= Beginning of Section =

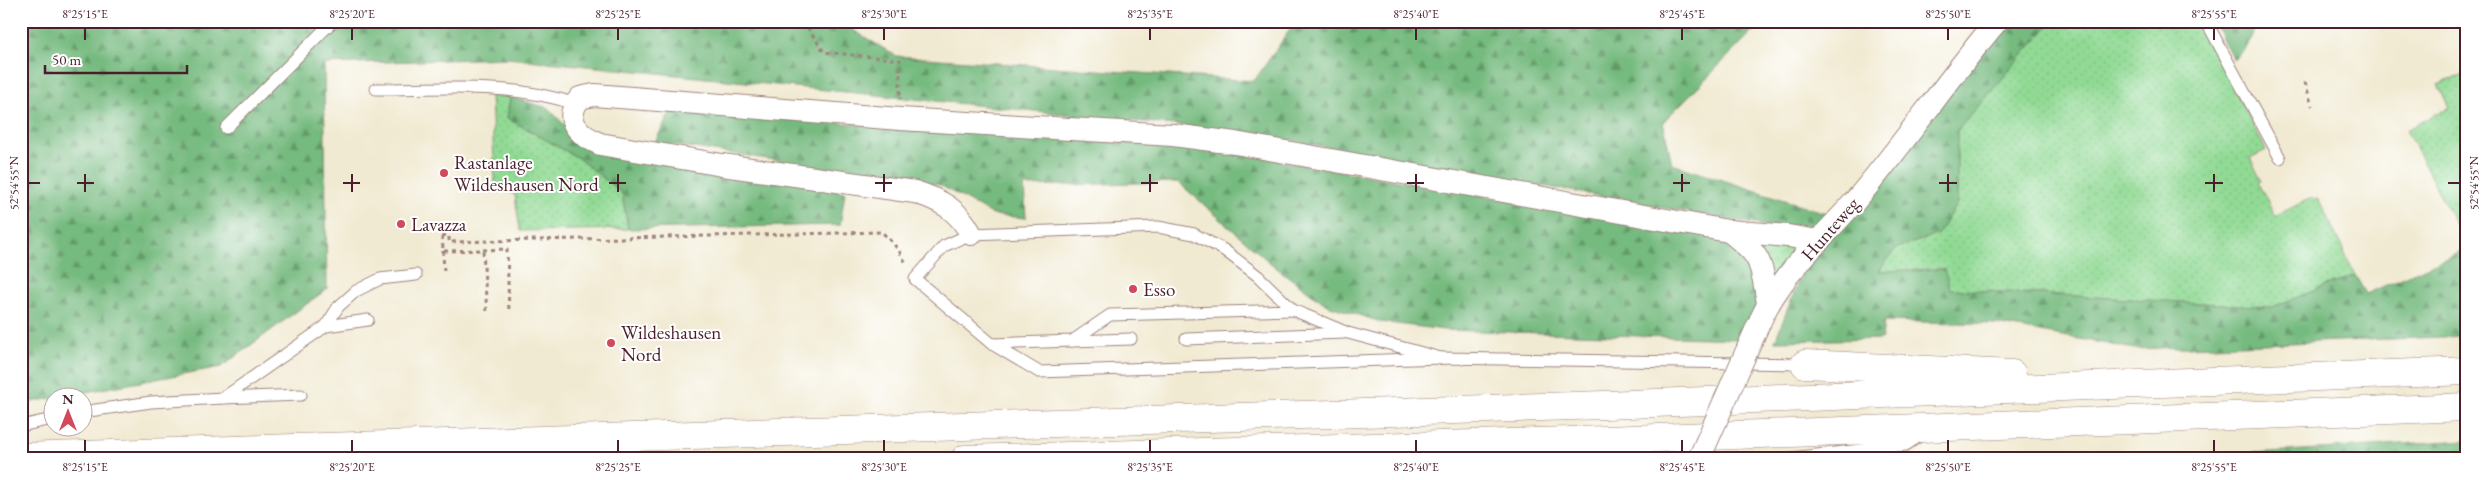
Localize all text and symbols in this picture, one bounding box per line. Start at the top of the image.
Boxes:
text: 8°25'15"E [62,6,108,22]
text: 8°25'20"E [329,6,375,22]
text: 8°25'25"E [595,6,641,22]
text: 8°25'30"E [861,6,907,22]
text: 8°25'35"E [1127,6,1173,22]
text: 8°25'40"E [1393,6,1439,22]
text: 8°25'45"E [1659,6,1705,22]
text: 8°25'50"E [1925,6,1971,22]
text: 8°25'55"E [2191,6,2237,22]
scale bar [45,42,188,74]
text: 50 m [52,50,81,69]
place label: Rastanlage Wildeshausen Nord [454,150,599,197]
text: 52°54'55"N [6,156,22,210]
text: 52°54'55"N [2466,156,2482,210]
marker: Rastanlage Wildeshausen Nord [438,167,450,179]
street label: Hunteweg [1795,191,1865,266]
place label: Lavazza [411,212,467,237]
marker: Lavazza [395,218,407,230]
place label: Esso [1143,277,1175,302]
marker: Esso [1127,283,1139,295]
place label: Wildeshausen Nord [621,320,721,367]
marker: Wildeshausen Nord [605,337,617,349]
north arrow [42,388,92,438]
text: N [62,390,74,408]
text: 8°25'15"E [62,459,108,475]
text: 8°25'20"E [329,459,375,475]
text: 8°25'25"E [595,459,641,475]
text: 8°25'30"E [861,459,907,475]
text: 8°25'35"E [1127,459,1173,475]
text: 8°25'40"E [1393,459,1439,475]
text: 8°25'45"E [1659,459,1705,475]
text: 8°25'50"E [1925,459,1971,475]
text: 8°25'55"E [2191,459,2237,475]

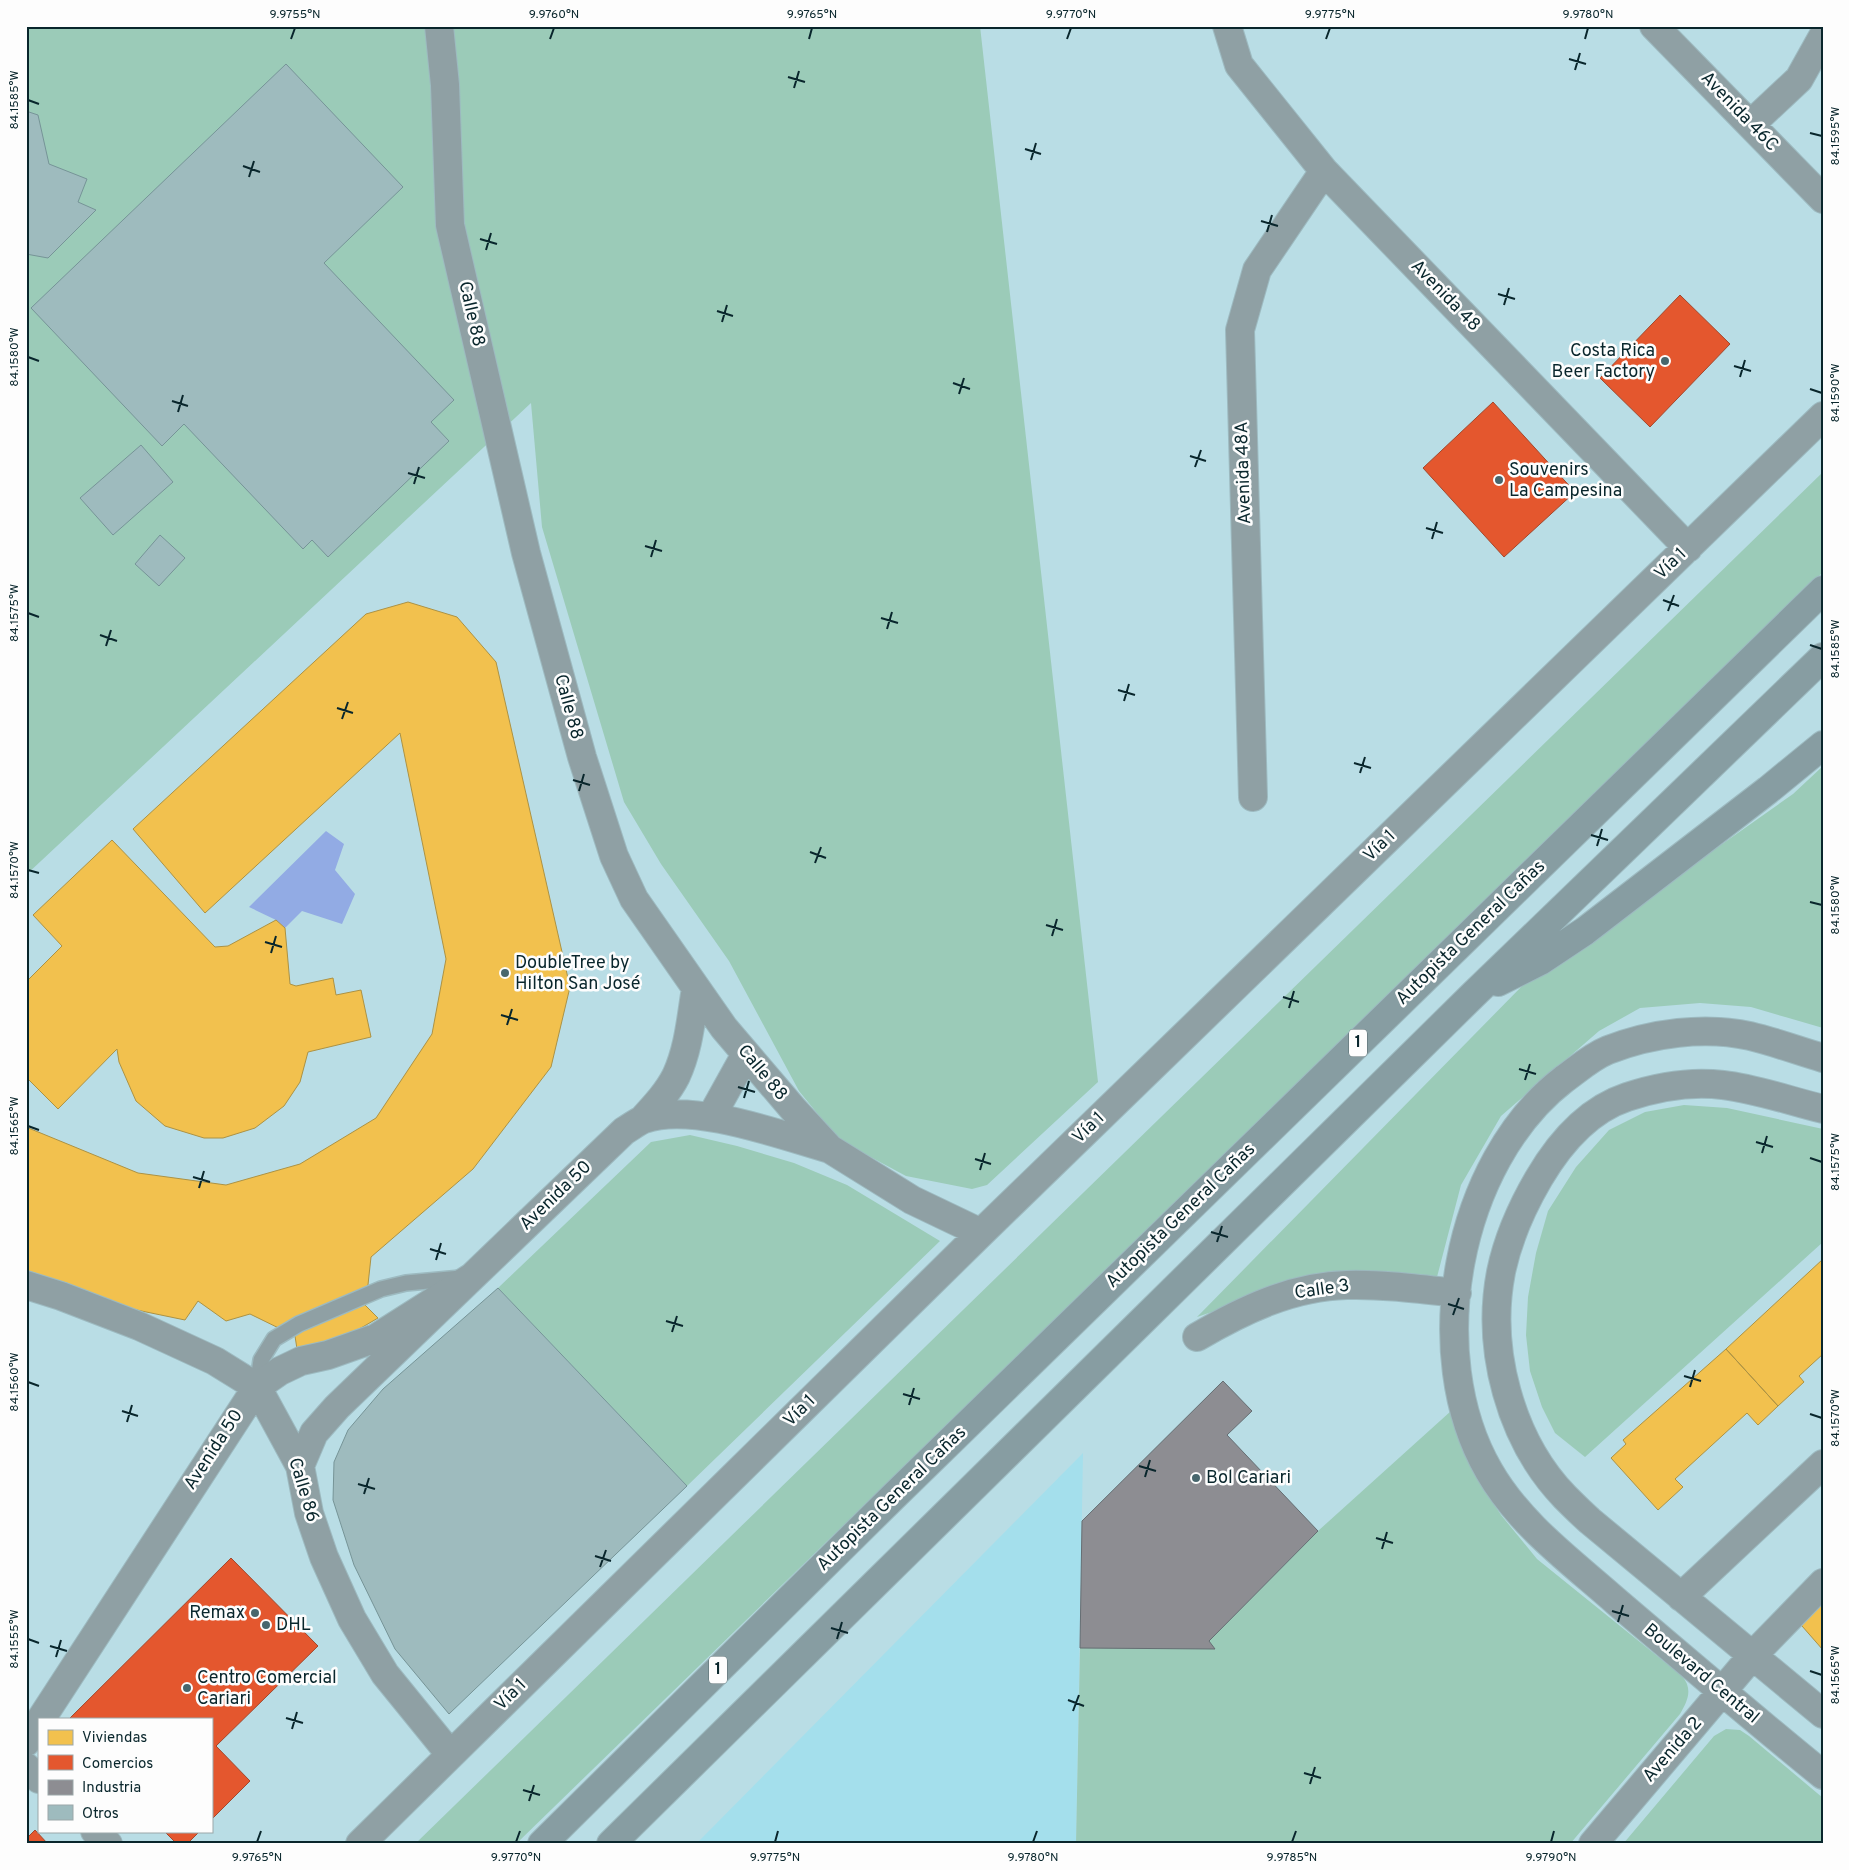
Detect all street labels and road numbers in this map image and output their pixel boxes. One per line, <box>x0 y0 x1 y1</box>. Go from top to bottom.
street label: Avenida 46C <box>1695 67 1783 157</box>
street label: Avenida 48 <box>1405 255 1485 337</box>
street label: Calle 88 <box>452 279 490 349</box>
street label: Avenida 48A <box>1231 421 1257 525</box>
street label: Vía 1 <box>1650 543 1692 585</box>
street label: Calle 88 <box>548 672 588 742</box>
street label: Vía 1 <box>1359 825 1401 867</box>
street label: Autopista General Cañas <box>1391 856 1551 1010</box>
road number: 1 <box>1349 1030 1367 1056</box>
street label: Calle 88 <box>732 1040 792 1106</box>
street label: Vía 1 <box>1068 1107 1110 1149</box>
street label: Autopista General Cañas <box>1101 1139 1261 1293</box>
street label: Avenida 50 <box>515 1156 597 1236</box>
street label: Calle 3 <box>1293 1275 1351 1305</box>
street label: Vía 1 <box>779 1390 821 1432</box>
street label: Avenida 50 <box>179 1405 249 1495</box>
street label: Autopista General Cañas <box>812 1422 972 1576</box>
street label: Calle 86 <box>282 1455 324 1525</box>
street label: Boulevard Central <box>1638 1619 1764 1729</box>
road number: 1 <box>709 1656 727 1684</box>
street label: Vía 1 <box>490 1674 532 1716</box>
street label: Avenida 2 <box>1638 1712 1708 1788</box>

= End of Section =
= Beginning of Section =

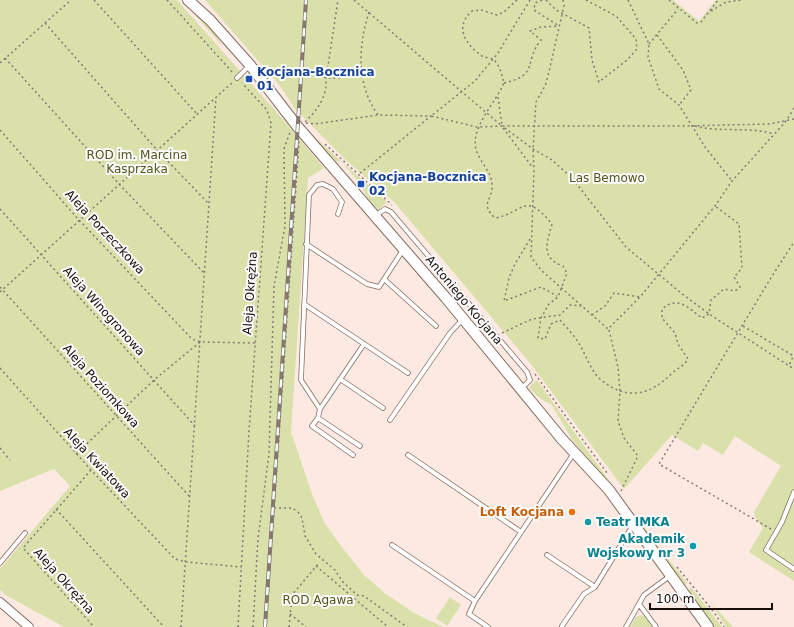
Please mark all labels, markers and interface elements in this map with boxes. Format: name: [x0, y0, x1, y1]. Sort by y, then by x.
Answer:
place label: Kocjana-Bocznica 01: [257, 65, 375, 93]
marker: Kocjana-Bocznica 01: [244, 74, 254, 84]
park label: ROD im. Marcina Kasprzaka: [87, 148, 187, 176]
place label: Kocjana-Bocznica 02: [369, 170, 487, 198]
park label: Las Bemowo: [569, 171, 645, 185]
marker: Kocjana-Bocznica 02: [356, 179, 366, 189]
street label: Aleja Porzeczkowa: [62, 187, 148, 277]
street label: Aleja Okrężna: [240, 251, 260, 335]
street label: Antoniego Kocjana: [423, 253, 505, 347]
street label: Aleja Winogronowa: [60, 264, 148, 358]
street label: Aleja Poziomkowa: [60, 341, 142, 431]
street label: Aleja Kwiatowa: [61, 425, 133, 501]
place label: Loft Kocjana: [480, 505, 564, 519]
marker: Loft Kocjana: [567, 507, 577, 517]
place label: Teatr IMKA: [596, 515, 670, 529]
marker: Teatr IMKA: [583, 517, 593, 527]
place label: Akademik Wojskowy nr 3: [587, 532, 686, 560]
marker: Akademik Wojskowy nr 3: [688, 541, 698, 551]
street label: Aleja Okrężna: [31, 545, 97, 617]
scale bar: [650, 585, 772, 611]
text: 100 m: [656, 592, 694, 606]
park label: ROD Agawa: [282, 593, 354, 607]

= End of Section =

- Exercise instructions:
Lines holding the string "Kocjana" must be copied out of the entries above.

- Problem solution:
place label: Kocjana-Bocznica 01: [257, 65, 375, 93]
marker: Kocjana-Bocznica 01: [244, 74, 254, 84]
place label: Kocjana-Bocznica 02: [369, 170, 487, 198]
marker: Kocjana-Bocznica 02: [356, 179, 366, 189]
street label: Antoniego Kocjana: [423, 253, 505, 347]
place label: Loft Kocjana: [480, 505, 564, 519]
marker: Loft Kocjana: [567, 507, 577, 517]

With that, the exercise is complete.